The UN General Assembly on Friday vastly approved a non-binding Arab-sponsored resolution calling for a “humanitarian truce” in the Gaza Strip.
Riyad Mansour, the Palestinian ambassador to the UN, called the General Assembly “more courageous, more principled” than the divided UN Security Council, which failed in four attempts during the past two weeks to reach agreement on a resolution.
Gilad Erdan, Israel’s UN envoy, called it “a day that will go down in infamy,” but immediately added the following:
Israel will not stop the operation until Hamas terror capabilities are destroyed and our hostages are returned… And the only way to destroy Hamas is root them out of their tunnels and subterranean city of terror.
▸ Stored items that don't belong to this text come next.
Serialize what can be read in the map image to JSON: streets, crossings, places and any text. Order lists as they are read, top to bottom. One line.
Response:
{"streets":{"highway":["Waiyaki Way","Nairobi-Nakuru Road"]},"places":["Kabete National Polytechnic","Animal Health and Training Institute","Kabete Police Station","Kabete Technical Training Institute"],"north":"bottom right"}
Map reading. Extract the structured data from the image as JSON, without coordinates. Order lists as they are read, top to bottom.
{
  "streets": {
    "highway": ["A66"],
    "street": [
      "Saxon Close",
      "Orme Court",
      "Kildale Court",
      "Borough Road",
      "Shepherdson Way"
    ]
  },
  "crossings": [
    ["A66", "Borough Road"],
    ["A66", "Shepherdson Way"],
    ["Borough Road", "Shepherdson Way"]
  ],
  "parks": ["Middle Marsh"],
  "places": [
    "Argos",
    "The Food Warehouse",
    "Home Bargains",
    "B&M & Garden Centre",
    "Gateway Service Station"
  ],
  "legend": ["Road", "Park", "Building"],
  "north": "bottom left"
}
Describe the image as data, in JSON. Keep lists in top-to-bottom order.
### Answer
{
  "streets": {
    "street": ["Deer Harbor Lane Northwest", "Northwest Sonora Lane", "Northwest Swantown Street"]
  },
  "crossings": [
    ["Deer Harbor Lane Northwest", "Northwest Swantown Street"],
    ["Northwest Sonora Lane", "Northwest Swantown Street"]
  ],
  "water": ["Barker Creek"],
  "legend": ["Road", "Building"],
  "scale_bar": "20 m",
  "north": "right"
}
Ambassador Lana Nusseibeh of the United Arab Emirates, the Arab representative to the Security Council, expressed delight at the result:
120 votes in this kind of geopolitical environment is a very, very high signal of the support for international law, for proportionate use of force, and it is a rejection of the status quo that is currently happening on the ground.
Unlike Security Council resolutions, General Assembly resolutions are not legally binding, but as Nusseibeh told reporters, “they carry incredible weight and moral authority.”
The votes came after 113 speakers at the General Assembly’s emergency special session on Israeli actions in the occupied Palestinian territories. Jordan’s UN Ambassador Mahmoud Hmoud, speaking on behalf of the 22-nation UN Arab group, called for the resolution because of the urgency of the worsening situation on the ground.